Among the entries below, find every line that has "shadow" and pull it out.

★ ★ ★ ★ ★

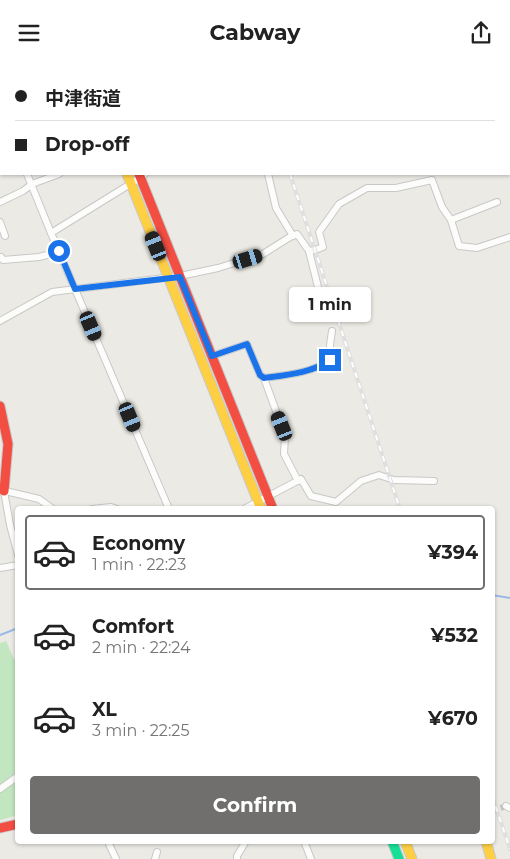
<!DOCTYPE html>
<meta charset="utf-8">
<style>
:root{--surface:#fff;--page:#f2f2f2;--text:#222;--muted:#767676;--line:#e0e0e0;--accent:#706f6d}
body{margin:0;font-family:Montserrat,"Noto Sans JP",sans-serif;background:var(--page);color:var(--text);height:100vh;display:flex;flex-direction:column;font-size:19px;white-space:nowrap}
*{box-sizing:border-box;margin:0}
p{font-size:16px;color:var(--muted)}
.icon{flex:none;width:28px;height:28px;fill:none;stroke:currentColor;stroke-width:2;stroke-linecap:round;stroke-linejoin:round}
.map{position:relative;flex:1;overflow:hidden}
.details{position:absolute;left:15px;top:441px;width:480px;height:338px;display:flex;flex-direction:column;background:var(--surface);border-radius:5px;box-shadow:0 1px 4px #0004}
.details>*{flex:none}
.hud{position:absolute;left:0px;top:0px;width:510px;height:110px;box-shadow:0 1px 4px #0004;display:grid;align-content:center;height:110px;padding:0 15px;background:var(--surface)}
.end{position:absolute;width:22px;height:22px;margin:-11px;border:6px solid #1a73e8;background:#fff;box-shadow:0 0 0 2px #fff}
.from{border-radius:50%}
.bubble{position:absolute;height:35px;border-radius:5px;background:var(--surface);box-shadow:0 1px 4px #0004;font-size:16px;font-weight:700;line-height:35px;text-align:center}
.car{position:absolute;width:15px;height:30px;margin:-15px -8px;border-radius:6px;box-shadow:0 0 4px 1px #0007;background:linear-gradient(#222 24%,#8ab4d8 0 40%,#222 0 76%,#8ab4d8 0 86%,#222 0)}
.hud b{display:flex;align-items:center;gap:18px;height:48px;font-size:19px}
.hud b+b{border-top:1px solid var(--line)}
.hud i{width:12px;height:12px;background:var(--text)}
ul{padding:9px 0 0;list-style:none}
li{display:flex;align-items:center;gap:15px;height:75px;margin:0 10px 8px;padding:0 5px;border:2px solid transparent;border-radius:5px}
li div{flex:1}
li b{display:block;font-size:19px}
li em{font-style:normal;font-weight:700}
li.current{border-color:var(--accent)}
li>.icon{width:45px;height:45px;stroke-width:1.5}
.cta{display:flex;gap:10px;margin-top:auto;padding:10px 15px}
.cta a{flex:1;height:58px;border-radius:5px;background:var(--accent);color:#fff;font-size:20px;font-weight:700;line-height:58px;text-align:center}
header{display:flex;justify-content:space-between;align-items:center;height:65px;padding:0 15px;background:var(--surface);font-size:22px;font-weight:700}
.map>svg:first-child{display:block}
</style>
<header><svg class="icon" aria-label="menu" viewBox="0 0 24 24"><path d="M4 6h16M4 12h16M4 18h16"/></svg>Cabway<svg class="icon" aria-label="share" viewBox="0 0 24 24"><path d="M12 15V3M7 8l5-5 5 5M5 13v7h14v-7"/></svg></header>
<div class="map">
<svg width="510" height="794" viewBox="0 0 510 794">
<rect width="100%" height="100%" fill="#ebeae4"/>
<path fill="#c2e6bf" d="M6 576 14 594 17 595 18 750 0 755V578Z"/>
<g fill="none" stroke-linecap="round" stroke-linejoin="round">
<g stroke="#9bb8e9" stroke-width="2">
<path d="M492 530 510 533"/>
<path d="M0 570 18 563"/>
</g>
<path stroke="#c5c4bf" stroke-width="6" stroke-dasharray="6 3" stroke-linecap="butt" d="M492 746 506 741"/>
<defs>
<g id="street">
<path d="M134 0 135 1"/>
<path d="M342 0V1"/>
<path d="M187 1 189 0"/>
<path d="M0 42 1 43"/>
<path d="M0 47 1 50"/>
<path d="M509 74 510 73"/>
<path d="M27 109 51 168 169 444"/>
<path d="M268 109 276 143 293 171"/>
<path d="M0 137 23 126 32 119 59 109"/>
<path d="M451 155 497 137"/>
<path d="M0 157 5 171"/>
<path d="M51 168 140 113 145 109"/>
<path d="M309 186 323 242"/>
<path d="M0 192H1L3 195 39 192 59 187"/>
<path d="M0 256 52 227 180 211 218 203 263 189 290 172 297 169 309 186 315 185 323 182 319 167 339 139 367 123H396L432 115 442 142 451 155 459 181 477 183 510 172"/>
<path d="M212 291 247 279 260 310 264 313 285 371 284 389 298 416"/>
<path d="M264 313C286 310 312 308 330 295V280L332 266"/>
<path d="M1 425 39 434 53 444"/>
<path d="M4 426 10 460 18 490"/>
<path d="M92 444 111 442 117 444"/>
<path d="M244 444 301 414 311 431 336 437 361 416 379 410 394 415 434 416"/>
<path d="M0 503 18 500"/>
<path d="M0 724 18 711"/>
<path d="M506 741 510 743"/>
<path d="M111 776 109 779 116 794"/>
<path d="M304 776 311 794"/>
<path d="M155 794 157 787"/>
<path d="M237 794V791L246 776"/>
</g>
<path id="fast" d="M392 776 399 794"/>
<g id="slow">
<path d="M127 109 261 444"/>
<path d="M405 776 412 794"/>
<path d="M486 776 491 794"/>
</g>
<g id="jam">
<path d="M85 0V1"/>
<path d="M96 0V1"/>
<path d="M139 109 273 444"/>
<path d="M0 341 8 379 4 426"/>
<path d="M0 763 18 759"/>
</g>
</defs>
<use href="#street" stroke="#c9c8c8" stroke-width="8"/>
<use href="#fast" stroke="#c9c8c8" stroke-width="11"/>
<use href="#slow" stroke="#c9c8c8" stroke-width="11"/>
<use href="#jam" stroke="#c9c8c8" stroke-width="11"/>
<use href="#street" stroke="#fcfcfb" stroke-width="6"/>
<use href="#fast" stroke="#16e098" stroke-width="9"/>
<use href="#slow" stroke="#ffcf43" stroke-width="9"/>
<use href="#jam" stroke="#f24e42" stroke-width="9"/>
<defs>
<g id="rail">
<path d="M254 0 255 1"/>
<path d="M290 109 400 444"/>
<path d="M492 731 510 784"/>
</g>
</defs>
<use href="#rail" stroke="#dfdfe0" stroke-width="4"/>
<use href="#rail" stroke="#fff" stroke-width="2" stroke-dasharray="5.5" stroke-linecap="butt"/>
</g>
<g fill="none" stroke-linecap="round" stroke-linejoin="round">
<path stroke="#1a73e8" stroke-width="6" d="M59 186 75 224 180 212 212 291 247 279 260 310 264 313C286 310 312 308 330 295"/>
</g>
</svg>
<i class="end from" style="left:59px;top:186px"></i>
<i class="end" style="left:330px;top:295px"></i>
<div class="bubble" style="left:289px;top:222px;width:82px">1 min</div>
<i class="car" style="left:156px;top:181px;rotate:338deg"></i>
<i class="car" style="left:248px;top:194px;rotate:73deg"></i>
<i class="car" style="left:91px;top:261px;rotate:157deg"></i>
<i class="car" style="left:130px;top:352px;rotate:157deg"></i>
<i class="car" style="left:282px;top:361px;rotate:338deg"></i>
<div class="hud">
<b><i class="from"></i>中津街道</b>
<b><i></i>Drop-off</b>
</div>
<section class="details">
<ul>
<li class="current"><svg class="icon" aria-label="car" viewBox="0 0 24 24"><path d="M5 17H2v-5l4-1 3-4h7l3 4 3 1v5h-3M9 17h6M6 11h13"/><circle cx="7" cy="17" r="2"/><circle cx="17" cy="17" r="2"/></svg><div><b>Economy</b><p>1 min · 22:23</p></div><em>¥394</em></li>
<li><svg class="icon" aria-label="car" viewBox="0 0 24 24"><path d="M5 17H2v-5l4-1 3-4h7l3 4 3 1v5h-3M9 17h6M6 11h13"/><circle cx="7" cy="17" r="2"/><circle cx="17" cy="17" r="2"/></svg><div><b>Comfort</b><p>2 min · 22:24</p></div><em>¥532</em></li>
<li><svg class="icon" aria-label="car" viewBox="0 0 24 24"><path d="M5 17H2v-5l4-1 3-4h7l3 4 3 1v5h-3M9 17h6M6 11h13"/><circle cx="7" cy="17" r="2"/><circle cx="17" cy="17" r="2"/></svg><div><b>XL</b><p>3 min · 22:25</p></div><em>¥670</em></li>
</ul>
<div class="cta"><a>Confirm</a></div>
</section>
</div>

★ ★ ★ ★ ★

▶ _Reply to the task_:
.details{position:absolute;left:15px;top:441px;width:480px;height:338px;display:flex;flex-direction:column;background:var(--surface);border-radius:5px;box-shadow:0 1px 4px #0004}
.hud{position:absolute;left:0px;top:0px;width:510px;height:110px;box-shadow:0 1px 4px #0004;display:grid;align-content:center;height:110px;padding:0 15px;background:var(--surface)}
.end{position:absolute;width:22px;height:22px;margin:-11px;border:6px solid #1a73e8;background:#fff;box-shadow:0 0 0 2px #fff}
.bubble{position:absolute;height:35px;border-radius:5px;background:var(--surface);box-shadow:0 1px 4px #0004;font-size:16px;font-weight:700;line-height:35px;text-align:center}
.car{position:absolute;width:15px;height:30px;margin:-15px -8px;border-radius:6px;box-shadow:0 0 4px 1px #0007;background:linear-gradient(#222 24%,#8ab4d8 0 40%,#222 0 76%,#8ab4d8 0 86%,#222 0)}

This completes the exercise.